# What is needed:
Search the entries for the line containing "Instruction: Serialize what". Repeat it, then every line after it, exactly through the final line.

# Input for this task:
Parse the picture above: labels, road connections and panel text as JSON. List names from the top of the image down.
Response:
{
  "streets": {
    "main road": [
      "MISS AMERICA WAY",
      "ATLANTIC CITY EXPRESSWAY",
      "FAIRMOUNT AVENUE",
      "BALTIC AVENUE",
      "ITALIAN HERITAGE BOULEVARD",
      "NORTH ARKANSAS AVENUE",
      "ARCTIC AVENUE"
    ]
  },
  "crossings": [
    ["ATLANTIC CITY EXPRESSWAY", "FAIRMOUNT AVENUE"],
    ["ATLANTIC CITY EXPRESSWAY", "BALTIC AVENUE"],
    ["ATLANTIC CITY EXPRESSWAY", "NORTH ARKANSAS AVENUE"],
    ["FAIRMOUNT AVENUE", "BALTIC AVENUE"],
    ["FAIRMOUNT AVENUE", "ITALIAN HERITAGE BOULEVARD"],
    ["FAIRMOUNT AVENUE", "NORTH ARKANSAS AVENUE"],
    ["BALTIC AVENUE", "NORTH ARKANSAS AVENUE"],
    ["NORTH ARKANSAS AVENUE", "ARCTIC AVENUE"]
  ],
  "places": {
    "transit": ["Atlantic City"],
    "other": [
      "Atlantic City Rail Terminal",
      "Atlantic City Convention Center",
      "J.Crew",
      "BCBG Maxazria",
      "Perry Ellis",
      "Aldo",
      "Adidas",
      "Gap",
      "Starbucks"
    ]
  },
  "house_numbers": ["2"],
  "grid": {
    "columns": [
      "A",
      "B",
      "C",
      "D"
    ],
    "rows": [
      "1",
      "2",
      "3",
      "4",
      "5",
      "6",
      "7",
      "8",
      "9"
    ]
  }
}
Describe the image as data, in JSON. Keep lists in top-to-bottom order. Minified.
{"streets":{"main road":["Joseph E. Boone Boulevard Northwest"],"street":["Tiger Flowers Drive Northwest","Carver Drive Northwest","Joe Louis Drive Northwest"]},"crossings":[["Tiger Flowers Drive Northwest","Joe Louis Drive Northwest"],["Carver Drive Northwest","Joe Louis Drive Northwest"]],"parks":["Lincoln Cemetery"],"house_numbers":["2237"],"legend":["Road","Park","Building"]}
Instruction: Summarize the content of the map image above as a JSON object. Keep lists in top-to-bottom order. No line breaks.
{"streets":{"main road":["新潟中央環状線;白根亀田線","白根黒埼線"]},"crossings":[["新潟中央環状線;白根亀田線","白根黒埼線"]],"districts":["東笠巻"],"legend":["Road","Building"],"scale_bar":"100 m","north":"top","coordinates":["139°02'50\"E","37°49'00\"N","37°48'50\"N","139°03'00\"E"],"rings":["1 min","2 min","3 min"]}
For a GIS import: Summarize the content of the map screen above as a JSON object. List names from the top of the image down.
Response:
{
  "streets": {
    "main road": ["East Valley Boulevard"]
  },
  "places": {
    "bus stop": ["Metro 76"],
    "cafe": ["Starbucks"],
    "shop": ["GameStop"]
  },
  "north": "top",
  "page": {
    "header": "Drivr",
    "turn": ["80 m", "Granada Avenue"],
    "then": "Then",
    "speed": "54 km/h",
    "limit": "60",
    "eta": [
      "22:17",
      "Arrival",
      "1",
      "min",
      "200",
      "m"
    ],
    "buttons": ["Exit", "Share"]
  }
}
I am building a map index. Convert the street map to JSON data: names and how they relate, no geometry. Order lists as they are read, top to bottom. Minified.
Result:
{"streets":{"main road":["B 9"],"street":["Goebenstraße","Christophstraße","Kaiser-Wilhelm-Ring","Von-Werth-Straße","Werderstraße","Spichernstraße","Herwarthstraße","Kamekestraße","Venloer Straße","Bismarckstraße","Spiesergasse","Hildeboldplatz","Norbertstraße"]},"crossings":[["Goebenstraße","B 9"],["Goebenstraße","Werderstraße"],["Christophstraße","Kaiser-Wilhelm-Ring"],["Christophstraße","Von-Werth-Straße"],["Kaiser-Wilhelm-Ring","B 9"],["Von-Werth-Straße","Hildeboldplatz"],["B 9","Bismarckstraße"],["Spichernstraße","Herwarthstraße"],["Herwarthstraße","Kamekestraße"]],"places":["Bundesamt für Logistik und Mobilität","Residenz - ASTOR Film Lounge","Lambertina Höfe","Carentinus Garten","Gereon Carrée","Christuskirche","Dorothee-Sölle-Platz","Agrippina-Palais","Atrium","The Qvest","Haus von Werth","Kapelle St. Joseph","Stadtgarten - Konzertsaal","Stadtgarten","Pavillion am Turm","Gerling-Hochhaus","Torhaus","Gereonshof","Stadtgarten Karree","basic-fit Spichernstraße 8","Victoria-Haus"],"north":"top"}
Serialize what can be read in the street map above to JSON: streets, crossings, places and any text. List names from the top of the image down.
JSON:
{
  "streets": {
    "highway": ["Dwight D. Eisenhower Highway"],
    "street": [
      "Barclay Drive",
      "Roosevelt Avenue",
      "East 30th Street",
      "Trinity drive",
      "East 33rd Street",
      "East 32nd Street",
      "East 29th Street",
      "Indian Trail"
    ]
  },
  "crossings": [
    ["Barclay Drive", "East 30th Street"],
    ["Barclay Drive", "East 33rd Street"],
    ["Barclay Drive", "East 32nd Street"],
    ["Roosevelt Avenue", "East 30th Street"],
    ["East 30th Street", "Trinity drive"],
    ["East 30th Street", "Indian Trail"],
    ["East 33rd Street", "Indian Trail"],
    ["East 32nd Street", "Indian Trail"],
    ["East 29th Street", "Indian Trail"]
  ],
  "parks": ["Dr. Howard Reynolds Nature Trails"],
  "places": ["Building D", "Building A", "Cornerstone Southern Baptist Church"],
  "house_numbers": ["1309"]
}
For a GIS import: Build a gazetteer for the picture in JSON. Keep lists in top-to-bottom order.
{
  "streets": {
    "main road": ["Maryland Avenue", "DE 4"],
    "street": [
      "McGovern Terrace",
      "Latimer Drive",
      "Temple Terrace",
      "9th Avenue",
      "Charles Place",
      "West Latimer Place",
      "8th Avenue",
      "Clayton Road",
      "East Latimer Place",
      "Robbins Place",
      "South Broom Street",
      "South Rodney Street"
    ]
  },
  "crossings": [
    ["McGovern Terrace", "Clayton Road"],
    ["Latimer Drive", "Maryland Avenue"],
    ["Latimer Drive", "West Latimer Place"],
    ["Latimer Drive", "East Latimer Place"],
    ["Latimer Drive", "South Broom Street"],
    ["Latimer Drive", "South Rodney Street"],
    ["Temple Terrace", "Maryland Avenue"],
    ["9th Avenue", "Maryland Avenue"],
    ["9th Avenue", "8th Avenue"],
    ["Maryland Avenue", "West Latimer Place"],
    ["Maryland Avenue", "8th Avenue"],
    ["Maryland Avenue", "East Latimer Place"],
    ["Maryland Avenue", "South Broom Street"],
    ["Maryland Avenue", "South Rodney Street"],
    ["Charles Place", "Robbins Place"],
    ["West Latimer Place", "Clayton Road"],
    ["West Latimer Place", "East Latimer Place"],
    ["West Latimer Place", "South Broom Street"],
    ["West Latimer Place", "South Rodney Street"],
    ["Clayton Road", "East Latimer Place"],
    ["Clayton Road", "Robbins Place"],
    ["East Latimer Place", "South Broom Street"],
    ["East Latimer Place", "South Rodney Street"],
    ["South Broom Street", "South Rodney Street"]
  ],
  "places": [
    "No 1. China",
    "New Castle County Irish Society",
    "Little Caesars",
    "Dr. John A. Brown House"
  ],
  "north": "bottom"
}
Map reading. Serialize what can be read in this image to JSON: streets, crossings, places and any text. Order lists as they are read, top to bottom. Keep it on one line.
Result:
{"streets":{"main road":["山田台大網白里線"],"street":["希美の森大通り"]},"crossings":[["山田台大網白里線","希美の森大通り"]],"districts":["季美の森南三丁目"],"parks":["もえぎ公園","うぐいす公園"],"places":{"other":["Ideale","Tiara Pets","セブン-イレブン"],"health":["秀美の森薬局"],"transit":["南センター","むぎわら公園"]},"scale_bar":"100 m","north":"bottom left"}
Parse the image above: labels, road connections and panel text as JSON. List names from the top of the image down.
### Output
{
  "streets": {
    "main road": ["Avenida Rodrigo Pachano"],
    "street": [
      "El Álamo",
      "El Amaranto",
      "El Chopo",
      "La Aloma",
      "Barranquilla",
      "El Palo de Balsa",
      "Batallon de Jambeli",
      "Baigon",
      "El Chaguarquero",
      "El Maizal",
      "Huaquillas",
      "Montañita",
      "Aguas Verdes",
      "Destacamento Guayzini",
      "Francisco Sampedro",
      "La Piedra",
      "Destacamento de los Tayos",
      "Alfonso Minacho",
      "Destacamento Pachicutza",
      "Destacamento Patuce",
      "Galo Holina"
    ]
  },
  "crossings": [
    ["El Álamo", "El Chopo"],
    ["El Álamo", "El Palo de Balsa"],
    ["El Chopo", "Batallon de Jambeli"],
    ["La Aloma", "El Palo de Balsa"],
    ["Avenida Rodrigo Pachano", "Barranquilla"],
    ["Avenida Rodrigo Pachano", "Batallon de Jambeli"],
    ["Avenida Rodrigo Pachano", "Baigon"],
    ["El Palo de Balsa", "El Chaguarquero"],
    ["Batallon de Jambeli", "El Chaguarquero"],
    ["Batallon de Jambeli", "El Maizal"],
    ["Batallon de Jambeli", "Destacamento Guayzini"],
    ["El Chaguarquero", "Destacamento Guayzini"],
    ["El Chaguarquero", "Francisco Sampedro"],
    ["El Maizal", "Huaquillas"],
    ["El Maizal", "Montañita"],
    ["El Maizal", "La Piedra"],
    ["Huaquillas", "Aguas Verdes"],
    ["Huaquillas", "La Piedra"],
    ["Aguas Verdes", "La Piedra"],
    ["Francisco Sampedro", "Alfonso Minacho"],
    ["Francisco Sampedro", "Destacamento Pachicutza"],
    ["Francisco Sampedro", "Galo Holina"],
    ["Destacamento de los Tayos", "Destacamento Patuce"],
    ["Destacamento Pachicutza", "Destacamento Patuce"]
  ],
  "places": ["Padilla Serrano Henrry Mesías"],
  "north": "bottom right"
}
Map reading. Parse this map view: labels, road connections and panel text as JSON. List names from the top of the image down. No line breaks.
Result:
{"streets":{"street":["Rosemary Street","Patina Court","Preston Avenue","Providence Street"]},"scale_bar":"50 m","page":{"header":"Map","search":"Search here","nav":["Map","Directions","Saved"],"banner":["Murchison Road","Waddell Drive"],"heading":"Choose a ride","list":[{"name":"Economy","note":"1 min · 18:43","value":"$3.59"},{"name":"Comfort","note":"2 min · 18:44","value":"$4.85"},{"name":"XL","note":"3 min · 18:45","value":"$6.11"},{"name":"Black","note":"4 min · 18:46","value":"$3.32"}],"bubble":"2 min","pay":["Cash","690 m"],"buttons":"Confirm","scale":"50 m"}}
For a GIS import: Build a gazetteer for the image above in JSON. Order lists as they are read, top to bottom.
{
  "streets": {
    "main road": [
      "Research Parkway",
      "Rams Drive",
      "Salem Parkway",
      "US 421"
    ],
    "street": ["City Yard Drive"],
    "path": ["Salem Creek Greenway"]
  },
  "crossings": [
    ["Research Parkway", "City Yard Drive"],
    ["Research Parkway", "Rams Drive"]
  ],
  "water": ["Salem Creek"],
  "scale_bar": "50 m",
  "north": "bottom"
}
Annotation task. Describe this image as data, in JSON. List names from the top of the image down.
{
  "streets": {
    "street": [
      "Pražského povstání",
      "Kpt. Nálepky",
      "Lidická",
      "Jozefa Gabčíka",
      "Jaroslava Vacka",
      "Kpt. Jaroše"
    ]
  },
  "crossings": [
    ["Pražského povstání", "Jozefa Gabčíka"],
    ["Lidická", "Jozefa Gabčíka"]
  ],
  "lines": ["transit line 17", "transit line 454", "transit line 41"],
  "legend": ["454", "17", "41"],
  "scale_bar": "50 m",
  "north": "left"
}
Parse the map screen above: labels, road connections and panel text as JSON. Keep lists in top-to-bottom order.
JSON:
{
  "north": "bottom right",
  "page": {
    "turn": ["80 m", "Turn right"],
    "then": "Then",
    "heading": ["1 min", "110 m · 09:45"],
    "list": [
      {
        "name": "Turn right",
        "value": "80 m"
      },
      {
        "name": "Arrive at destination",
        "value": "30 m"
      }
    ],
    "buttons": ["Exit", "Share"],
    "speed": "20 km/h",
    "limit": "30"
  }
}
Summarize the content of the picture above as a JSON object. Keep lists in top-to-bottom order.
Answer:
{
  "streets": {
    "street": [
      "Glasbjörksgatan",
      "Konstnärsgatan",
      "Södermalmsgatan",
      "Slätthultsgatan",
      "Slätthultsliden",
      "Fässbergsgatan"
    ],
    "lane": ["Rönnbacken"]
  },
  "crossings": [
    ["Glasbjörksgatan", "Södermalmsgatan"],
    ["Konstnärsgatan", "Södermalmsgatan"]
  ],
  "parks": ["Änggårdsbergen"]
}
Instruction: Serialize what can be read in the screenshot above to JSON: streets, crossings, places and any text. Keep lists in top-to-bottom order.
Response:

# Output below:
Instruction: Serialize what can be read in the screenshot above to JSON: streets, crossings, places and any text. Keep lists in top-to-bottom order.
Response:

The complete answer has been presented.